Pour autant, le “facteur Zemmour” ne peut pas être la seule explication d’une telle envolée des audiences globale de CNews, selon Jean-Marie Charon, sociologue des médias. “En réalité, c’est assez rare qu’une seule émission ait autant d’impact sur les audiences des autres programmes de la grille”, explique-t-il au HuffPost. “Il faut prendre en compte d’autres facteurs comme le réajustement éditorial de CNews. Pour moi, la coloration générale de la chaîne est plus importante que telle ou telle émission dans la grille. C’est cette cohérence générale de ligne qui est perçue par le public et peut le séduire.”
Un réajustement opéré à la rentrée 2019 et qui vise à donner d’avantage de place aux débats plutôt qu’au décryptage et à l’information. Fin juin, le discret directeur général Serge Nedjar assumait publiquement cette décision dans les colonnes du Parisien, soutenant que les débats étaient dorénavant la priorité de la chaîne.
“Il y a une rupture avec CNews qui fait le constat d’une société fragmentée et réagit en construisant un média d’opinion, comme cela peut être le cas dans la presse écrite”, poursuit le sociologue des médias. “Mais en télévision, c’est une première en France.”
Une “Zémmourisation” de la société?
Si les émissions d’Éric Zemmour, Pascal Praud ou Jean-Marc Morandini séduisent c’est parce qu’elles sont le miroir de la société actuelle. Une société où les opinions les plus radicales sont mises en avant, quitte à enflammer encore un peu plus les débats.
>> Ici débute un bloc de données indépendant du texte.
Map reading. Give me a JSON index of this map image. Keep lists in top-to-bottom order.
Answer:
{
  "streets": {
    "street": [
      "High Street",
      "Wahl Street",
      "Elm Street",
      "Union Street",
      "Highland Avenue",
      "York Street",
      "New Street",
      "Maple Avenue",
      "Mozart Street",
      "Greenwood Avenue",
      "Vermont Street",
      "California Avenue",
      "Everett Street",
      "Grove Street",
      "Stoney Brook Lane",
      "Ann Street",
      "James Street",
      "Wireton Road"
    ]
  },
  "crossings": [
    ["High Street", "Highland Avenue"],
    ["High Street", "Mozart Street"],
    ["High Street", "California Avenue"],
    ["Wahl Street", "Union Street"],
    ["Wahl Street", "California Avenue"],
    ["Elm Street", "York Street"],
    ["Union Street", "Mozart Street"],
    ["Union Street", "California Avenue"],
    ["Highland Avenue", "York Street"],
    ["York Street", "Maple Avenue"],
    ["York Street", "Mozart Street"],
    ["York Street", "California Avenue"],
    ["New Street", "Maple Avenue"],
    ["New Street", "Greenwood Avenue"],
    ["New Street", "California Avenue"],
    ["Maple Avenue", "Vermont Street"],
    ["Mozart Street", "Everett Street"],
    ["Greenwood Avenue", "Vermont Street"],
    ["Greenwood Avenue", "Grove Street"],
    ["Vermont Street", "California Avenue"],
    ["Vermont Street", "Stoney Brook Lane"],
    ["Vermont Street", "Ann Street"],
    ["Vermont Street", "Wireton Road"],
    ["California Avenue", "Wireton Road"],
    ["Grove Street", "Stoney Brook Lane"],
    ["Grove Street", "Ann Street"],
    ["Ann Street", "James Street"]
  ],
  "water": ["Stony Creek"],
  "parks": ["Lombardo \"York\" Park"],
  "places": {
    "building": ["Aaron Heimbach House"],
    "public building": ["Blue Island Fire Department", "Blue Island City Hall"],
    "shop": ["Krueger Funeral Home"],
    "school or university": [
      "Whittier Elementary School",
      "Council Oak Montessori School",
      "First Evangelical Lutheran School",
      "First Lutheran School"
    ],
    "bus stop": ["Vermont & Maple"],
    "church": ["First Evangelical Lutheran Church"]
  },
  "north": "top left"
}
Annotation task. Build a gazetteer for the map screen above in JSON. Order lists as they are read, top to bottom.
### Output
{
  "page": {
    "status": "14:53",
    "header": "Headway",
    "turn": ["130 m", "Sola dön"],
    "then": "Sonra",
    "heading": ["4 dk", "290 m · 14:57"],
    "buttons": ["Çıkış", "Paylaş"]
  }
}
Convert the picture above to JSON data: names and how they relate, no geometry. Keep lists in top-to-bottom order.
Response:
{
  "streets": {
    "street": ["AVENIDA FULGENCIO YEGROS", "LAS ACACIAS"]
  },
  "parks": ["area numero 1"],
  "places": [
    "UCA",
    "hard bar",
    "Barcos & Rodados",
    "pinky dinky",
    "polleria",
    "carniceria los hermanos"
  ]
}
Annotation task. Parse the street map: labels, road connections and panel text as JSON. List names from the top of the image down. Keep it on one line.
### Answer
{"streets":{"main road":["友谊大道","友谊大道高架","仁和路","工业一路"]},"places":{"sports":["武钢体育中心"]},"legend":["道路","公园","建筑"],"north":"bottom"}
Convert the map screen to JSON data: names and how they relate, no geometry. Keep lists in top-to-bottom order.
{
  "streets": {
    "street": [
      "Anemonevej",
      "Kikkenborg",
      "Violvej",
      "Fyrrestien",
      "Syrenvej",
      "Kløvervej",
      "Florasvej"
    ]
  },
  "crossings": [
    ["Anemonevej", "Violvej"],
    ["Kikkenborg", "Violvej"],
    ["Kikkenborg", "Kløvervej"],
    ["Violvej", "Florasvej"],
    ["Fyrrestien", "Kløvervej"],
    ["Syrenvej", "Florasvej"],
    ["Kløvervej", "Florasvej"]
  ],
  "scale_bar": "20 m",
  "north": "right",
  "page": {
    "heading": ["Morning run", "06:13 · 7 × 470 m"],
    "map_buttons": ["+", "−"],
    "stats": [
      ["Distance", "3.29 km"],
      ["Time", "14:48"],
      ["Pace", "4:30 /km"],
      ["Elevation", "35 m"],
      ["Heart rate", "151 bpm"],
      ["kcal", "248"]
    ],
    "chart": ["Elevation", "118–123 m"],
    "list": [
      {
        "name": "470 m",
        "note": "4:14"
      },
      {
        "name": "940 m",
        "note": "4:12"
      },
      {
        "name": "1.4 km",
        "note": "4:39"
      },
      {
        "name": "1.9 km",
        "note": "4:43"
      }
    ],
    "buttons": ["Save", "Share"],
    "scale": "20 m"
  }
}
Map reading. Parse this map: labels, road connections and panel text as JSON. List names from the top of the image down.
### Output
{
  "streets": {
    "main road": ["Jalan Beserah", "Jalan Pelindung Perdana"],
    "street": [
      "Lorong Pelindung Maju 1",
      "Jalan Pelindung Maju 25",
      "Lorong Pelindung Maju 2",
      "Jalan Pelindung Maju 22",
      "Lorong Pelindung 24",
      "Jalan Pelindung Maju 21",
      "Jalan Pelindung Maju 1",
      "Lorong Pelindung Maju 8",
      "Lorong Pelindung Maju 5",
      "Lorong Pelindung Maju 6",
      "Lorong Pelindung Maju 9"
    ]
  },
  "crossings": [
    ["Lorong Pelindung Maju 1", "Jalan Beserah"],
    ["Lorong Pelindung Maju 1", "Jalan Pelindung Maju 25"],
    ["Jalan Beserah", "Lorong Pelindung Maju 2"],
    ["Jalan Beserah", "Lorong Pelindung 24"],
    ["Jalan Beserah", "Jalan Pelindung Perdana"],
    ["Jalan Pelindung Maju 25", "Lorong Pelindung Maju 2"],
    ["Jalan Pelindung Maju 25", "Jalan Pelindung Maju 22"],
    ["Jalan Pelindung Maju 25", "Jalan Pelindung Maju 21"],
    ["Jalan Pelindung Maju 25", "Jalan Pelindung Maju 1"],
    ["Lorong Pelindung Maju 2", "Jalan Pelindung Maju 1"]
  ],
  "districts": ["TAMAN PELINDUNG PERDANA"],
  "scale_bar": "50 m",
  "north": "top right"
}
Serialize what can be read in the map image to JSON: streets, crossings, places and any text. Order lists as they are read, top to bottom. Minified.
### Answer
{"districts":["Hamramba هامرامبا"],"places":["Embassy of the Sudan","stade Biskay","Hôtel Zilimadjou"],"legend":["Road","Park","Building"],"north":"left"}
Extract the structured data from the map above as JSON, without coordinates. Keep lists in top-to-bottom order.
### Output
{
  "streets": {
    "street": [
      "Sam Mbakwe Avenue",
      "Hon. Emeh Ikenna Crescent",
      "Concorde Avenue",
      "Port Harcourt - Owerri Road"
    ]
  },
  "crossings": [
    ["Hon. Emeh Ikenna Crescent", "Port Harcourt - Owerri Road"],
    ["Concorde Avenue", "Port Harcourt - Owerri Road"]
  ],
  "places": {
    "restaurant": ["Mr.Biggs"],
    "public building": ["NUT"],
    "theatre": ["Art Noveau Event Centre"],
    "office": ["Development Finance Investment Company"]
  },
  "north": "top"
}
“Le format court de Twitter et les débats à la télé n’appellent pas à la nuance”, analyse la philosophe Marylin Maeso dans les colonnes du magazine Elle.” “C’est la prime à la grande gueule. (…) Il y a une ambiance d’urgence, d’immédiateté, défavorable à la pensée. Les personnes qui refusent ça sont considérées comme des lâches qui se planquent alors qu’en fait elles ne souhaitent pas participer à des batailles rangées, binaires, dichotomiques ou l’on ressasse les mêmes arguments simplistes.” En 2014, Jean-Christophe Cambadélis alors premier secrétaire du PS allait dans ce sens et s’inquiétait déjà d’une “Zémmourisation de la société”.
Mi-septembre, l’écrivaine Leïla Slimani avait analysé sur France 5 cette polarisation de la société vers les extrêmes, où la parole mesurée est devenue inaudible. “Dès que vous êtes nuancé ou mesuré on vous dit que vous êtes lisse,” estimait la lauréate du prix Goncourt 2016 dans une vidéo à revoir dessous.
D’un point de vue purement comptable, la stratégie est une réussite, comme le montre le graphique ci-dessous, retraçant l’évolution des audiences globales des quatre chaînes info depuis le mois d’août 2019.
Mais les beau succès d’audience de ces clashs à répétition ne sont pas sans conséquence sur l’opinion. “Les signaux inquiétants que l’on peut observer c’est la propagation de la ‘haine ordinaire’”, explique le sociologue Ronan Chastellier au HuffPost. “C’est ce dépôt d’idées haineuses qui circulent de plus en plus et qui ont pourtant l’air de nous rendre indifférents.”
À la lutte avec Franceinfo et LCI il y a encore quelques mois, CNews peut désormais rêver plus grand en visant pourquoi pas le titre de première chaîne info de France. L’écart avec BFM TV -leader jusqu’ici incontestable- se réduit progressivement. Le mois dernier, 78.000 téléspectateurs séparaient quotidiennement en moyenne les deux chaînes selon les chiffres de Médiamétrie.
“Pour analyser ce qui se passe en France actuellement, il est intéressant de regarder ce qui s’est passé avec la bataille CNN/Fox News aux États-Unis”, souligne Jean-Marie Charon. “L’apparition du modèle Fox News était sur un registre très différent, loin de la ligne de CNN, à la recherche d’objectivité. Et ça a marché. C’est un peu ce qui est en train de se passer avec BFM TV et CNews.”